═════ Data for the task ═════

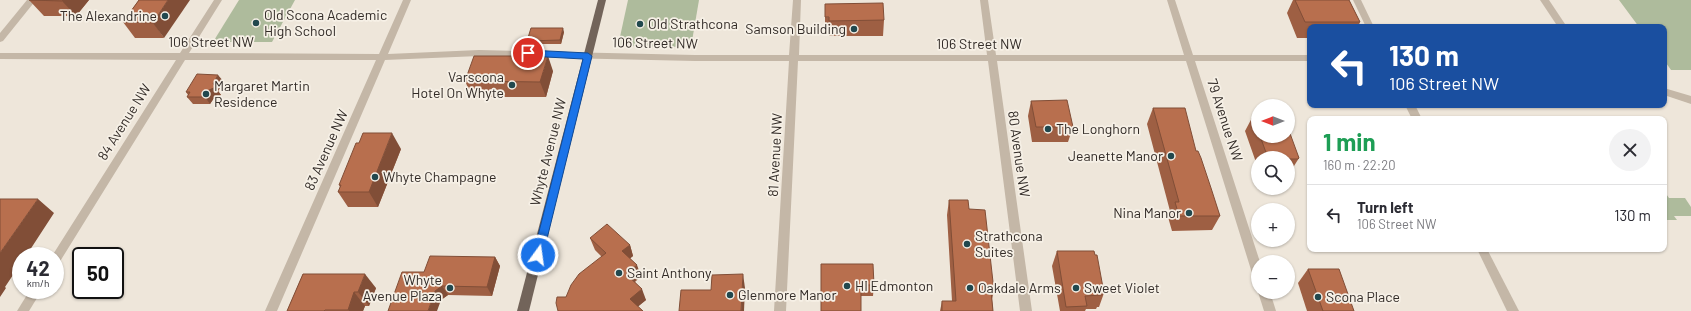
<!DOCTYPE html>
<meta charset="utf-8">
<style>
body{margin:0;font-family:Barlow,sans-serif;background:#f2f2f3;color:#2b2b33;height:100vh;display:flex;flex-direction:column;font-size:15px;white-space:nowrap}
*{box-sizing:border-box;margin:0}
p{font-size:13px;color:#7c7c81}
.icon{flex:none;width:22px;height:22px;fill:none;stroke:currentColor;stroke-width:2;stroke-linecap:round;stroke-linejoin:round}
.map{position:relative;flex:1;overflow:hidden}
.drawer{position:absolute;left:1307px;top:116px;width:360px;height:136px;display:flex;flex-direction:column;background:#fff;border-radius:8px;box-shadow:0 1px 3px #0004}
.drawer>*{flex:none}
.hud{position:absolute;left:1307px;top:24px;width:360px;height:84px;border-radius:8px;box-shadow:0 1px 3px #0004;background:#1a4fa0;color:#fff;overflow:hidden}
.needle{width:26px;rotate:270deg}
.controls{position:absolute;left:1251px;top:99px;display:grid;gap:8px}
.controls a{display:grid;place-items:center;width:44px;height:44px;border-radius:50%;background:#fff;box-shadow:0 1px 3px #0004;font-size:20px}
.speed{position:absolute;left:12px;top:247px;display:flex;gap:8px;font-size:20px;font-weight:700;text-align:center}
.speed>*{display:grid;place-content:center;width:52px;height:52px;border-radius:50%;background:#fff;box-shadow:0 1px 3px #0004;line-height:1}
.speed small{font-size:10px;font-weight:400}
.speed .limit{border:2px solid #111;border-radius:6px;background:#fff;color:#111}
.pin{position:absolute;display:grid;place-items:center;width:34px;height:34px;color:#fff;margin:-17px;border:2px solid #fff;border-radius:50%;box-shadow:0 1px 4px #0007}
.me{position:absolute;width:44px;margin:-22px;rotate:14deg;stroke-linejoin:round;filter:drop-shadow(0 0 3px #0008)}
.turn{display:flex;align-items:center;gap:14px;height:84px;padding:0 16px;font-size:18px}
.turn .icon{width:52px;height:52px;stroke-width:2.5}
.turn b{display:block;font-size:28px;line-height:34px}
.round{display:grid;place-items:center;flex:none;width:42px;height:42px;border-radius:21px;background:#f2f2f3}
.summary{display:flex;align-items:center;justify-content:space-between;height:68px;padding:0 16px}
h1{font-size:24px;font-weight:700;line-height:30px;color:#1e9e55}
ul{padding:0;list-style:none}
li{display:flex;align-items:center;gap:12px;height:60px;padding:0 16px;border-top:1px solid #e1e1e2}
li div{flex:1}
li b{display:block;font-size:15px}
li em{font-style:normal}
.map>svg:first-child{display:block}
.green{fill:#aebb9c}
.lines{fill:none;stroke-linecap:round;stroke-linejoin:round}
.minor{fill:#c4b7a7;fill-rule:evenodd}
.major{fill:#72645a;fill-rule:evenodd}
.wall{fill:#9e5f43}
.shaded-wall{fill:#814e37}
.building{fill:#b86f4e;stroke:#814e37}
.route{fill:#1a73e8;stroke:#114b97}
.poi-dot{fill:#21484e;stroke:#f6f0e6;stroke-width:1.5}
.labels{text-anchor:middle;stroke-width:3.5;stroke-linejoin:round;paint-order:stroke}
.poi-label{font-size:14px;fill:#322b27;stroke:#f6f0e6;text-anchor:start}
.street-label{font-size:14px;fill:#322b27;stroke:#f6f0e6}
</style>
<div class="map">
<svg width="1691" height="311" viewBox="0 0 1691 311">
<rect width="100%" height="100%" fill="#eee6da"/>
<g class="green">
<path d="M 239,0 L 295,0 L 272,42 L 213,42 Z"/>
<path d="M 628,0 L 699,0 L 691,47 L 618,46 Z"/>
<path d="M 1619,0 L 1691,0 L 1691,70 L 1671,70 L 1664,60 L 1664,27 L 1639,27 Z"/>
<path d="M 1664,191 L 1669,198 L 1685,198 L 1691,207 L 1691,216 L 1674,216 L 1677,220 L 1664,220 Z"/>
</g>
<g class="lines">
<g class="minor">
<path d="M 27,0 L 36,0 L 3,41 L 0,42 L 0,33 Z"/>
<path d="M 214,0 L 222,0 L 189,53 L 379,54 L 403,0 L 411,0 L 388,54 L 479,50 L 695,55 L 789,55 L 793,0 L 801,0 L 799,55 L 987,55 L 980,0 L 988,0 L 996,55 L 1184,55 L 1167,0 L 1175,0 L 1193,55 L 1310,55 L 1310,61 L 1195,61 L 1260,262 L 1258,262 L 1258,278 L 1254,276 L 1252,273 L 1186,61 L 997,61 L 1032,311 L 1020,311 L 988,61 L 798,61 L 786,311 L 774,311 L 789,61 L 695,61 L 479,56 L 385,60 L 277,311 L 265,311 L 376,60 L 185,60 L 59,263 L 55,265 L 55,256 L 52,256 L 176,60 L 0,59 L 0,53 L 180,53 Z"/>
<path d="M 1353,0 L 1361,0 L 1374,27 L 1366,27 Z"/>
<path d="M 1540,0 L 1549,0 L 1567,27 L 1558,27 Z"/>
<path d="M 1664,88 L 1691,96 L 1691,104 L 1664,95 Z"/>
<path d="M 1405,105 L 1415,105 L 1422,119 L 1412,119 Z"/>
<path d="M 1477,249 L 1487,249 L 1519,311 L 1507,311 Z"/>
<path d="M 30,290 L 42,290 L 29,311 L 17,311 Z"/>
<path d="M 1258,292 L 1270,292 L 1276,311 L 1264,311 Z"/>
</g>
<path class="major" d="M 598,0 L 606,0 L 529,311 L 517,311 Z"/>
</g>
<g class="wall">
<path d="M 29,0 L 89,0 L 76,16 L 44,16 Z"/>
<path d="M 139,0 L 164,38 L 135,38 L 123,22 Z"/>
<path d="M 1293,0 L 1349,0 L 1360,22 L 1358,27 L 1310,27 L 1310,38 L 1297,38 L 1287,13 Z"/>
<path d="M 825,17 L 884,20 L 883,36 L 829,36 L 829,32 L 825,32 Z"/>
<path d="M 564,32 L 561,44 L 528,44 L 527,41 Z"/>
<path d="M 553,71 L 546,97 L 472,97 L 465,81 Z"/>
<path d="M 224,82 L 218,91 L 221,95 L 214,98 L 210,104 L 193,104 L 187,97 L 188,95 L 186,92 Z"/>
<path d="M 1031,101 L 1073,127 L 1068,142 L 1032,142 L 1028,116 Z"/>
<path d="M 1153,108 L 1196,151 L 1220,216 L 1212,230 L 1172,231 L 1168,217 L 1170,211 L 1147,124 Z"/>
<path d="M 1253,116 L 1258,116 L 1258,136 L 1288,136 L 1299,158 L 1289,174 L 1288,174 L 1288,158 L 1258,158 L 1258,168 L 1245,131 Z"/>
<path d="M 401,149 L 378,207 L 348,207 L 338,192 L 340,187 L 339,185 Z"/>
<path d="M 949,200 L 969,209 L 994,291 L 992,299 L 993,311 L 940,311 L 942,301 L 952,301 L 947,215 Z"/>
<path d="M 590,238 L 630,245 L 633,256 L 630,258 L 641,276 L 635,282 L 646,300 L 638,306 L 566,297 L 602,257 L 595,250 Z"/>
<path d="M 1057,251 L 1104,293 L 1099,307 L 1097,307 L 1096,309 L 1086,309 L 1085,311 L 1060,311 L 1052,266 Z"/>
<path d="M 495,257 L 500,266 L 492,296 L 448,295 L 441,300 L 424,272 Z"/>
<path d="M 821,264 L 874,285 L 873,296 L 861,296 Z"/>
<path d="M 1308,269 L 1354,311 L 1307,311 L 1298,283 Z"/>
<path d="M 303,274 L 376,288 L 369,306 L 365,306 L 363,311 L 287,311 Z"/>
</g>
<g class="shaded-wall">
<path d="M 63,0 L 89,0 L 76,16 L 62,1 Z"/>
<path d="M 168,0 L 190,0 L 164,38 L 153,23 Z"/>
<path d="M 563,28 L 564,32 L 561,44 L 560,40 Z"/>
<path d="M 548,56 L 553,71 L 546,97 L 540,82 Z"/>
<path d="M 218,75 L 224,82 L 218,91 L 221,95 L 214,98 L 210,104 L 205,97 Z"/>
<path d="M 392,133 L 401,149 L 378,207 L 369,192 Z"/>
<path d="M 38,199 L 54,213 L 26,256 L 21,256 L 21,263 L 5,287 L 6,288 L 0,297 L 0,253 Z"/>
<path d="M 630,245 L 633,256 L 626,262 L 622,251 Z"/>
<path d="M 495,257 L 500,266 L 492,296 L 487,287 Z"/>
<path d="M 637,265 L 641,276 L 630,285 L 626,274 Z"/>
<path d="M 365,274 L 376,288 L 369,306 L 358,292 Z"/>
<path d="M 743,274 L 745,288 L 744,311 L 741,311 Z"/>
<path d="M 442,286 L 448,295 L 441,300 L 437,311 L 428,311 L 435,291 Z"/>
<path d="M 642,289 L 646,300 L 634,310 L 630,299 Z"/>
<path d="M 354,292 L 365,306 L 363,311 L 349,311 L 348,310 Z"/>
</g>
<g class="building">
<path d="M 29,0 L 63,0 L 62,1 Z"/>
<path d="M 139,0 L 168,0 L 153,23 L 123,22 Z"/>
<path d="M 1295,0 L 1349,0 L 1360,22 L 1305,22 Z"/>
<path d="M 883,3 L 884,20 L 829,21 L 829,17 L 825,17 L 825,4 Z"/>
<path d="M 531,28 L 563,28 L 560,40 L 527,41 Z"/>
<path d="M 474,56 L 548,56 L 540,82 L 465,81 Z"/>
<path d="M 197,74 L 218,75 L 213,84 L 216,87 L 209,90 L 205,97 L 187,97 L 190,92 L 186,92 Z"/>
<path d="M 1067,100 L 1073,127 L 1036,127 L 1031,101 Z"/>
<path d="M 1153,108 L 1185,108 L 1196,151 L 1198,151 L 1201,158 L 1211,188 L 1220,216 L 1179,216 L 1175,202 L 1179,202 Z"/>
<path d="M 1253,116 L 1258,116 L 1258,130 Z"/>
<path d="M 1288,128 L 1299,158 L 1298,159 L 1288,159 L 1288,158 L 1268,158 L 1260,136 L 1288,136 Z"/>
<path d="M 363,133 L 392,133 L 369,192 L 338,192 L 341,185 L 339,185 L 356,143 L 359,143 Z"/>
<path d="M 0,199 L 38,199 L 0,253 Z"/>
<path d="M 949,200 L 968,200 L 969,209 L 985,210 L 994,291 L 991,291 L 993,311 L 942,311 L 942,301 L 956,301 Z"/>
<path d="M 607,224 L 630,245 L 622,251 L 637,265 L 626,274 L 642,289 L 630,299 L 643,311 L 558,311 L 556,303 L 557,297 L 566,297 L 571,285 L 579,274 L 606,253 L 590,238 Z"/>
<path d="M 1057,251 L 1094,251 L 1095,255 L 1097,255 L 1104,293 L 1102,293 L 1102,295 L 1085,296 L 1087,306 L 1066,307 Z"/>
<path d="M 430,256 L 495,257 L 487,287 L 442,286 L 435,291 L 428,311 L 388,311 L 402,272 L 424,272 Z"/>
<path d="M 821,264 L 873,264 L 874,285 L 861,285 L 861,311 L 821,311 Z"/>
<path d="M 1308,269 L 1339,269 L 1354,311 L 1323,311 Z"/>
<path d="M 303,274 L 365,274 L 358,292 L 354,292 L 348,310 L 325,310 L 324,311 L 287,311 Z"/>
<path d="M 743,274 L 741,311 L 679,311 L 681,290 L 711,290 L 712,275 Z"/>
</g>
<path class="route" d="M 528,50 L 588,53 L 592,56 L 543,255 L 538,259 L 533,255 L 583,59 L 528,56 L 524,53 Z"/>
<g class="poi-dot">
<circle cx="165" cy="16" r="4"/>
<circle cx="256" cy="23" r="4"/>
<circle cx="640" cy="24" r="4"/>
<circle cx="854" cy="29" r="4"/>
<circle cx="512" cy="85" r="4"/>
<circle cx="206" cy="94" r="4"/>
<circle cx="1048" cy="129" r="4"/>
<circle cx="1171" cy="156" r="4"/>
<circle cx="375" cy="177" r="4"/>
<circle cx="1189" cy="213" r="4"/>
<circle cx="967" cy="244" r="4"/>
<circle cx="619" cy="273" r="4"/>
<circle cx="847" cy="286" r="4"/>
<circle cx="450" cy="288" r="4"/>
<circle cx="970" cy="288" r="4"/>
<circle cx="1076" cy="288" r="4"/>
<circle cx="730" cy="295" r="4"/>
<circle cx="1318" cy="297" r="4"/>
</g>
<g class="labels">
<g class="poi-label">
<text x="264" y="20">Old Scona Academic<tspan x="264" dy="16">High School</tspan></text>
<text x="157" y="21" text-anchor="end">The Alexandrine</text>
<text x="648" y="29">Old Strathcona</text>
<text x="846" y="34" text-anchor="end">Samson Building</text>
<text x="504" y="82" text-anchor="end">Varscona<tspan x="504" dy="16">Hotel On Whyte</tspan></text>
<text x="214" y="91">Margaret Martin<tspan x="214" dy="16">Residence</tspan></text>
<text x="1056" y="134">The Longhorn</text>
<text x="1163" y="161" text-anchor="end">Jeanette Manor</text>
<text x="383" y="182">Whyte Champagne</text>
<text x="1181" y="218" text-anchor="end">Nina Manor</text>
<text x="975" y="241">Strathcona<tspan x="975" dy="16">Suites</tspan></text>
<text x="627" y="278">Saint Anthony</text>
<text x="442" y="285" text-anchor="end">Whyte<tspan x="442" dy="16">Avenue Plaza</tspan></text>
<text x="855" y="291">HI Edmonton</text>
<text x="978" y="293">Oakdale Arms</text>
<text x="1084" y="293">Sweet Violet</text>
<text x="738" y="300">Glenmore Manor</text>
<text x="1326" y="302">Scona Place</text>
</g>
<g class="street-label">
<text x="211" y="47">106 Street NW</text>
<text transform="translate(655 43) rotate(1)" y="5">106 Street NW</text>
<text x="979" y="49">106 Street NW</text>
<text transform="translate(1225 120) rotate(72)" y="5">79 Avenue NW</text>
<text transform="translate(124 122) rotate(-58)" y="5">84 Avenue NW</text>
<text transform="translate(326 150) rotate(-66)" y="5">83 Avenue NW</text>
<text transform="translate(548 152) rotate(-76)" y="5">Whyte Avenue NW</text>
<text transform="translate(1019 154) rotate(82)" y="5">80 Avenue NW</text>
<text transform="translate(775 155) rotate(-87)" y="5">81 Avenue NW</text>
</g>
</g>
</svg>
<div class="controls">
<a><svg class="needle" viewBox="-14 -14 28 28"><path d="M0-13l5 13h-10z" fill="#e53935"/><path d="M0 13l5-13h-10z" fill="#7c7c81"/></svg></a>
<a><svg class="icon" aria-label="search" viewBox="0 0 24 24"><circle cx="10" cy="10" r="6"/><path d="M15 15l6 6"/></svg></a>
<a>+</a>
<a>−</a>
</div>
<div class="speed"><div>42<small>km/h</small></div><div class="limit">50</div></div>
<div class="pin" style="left:528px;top:53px;background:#d93025"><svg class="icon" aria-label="arrive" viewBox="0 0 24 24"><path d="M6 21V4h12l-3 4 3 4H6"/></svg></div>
<svg class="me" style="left:538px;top:255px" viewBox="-20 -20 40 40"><circle r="17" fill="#1a73e8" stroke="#fff" stroke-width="3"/><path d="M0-11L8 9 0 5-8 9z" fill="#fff"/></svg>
<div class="hud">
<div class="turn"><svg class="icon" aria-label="left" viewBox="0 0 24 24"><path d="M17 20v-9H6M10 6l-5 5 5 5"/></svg><div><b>130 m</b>106 Street NW</div></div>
</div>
<section class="drawer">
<div class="summary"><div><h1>1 min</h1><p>160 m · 22:20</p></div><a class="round"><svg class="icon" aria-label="close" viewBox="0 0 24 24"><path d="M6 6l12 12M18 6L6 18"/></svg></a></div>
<ul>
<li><svg class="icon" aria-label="left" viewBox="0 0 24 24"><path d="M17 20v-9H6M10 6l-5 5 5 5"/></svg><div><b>Turn left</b><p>106 Street NW</p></div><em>130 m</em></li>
</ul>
</section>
</div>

═════

• _What you have to do_
Copy out all lines from the material above that contain the string "overflow".

• _Answer section_
.map{position:relative;flex:1;overflow:hidden}
.hud{position:absolute;left:1307px;top:24px;width:360px;height:84px;border-radius:8px;box-shadow:0 1px 3px #0004;background:#1a4fa0;color:#fff;overflow:hidden}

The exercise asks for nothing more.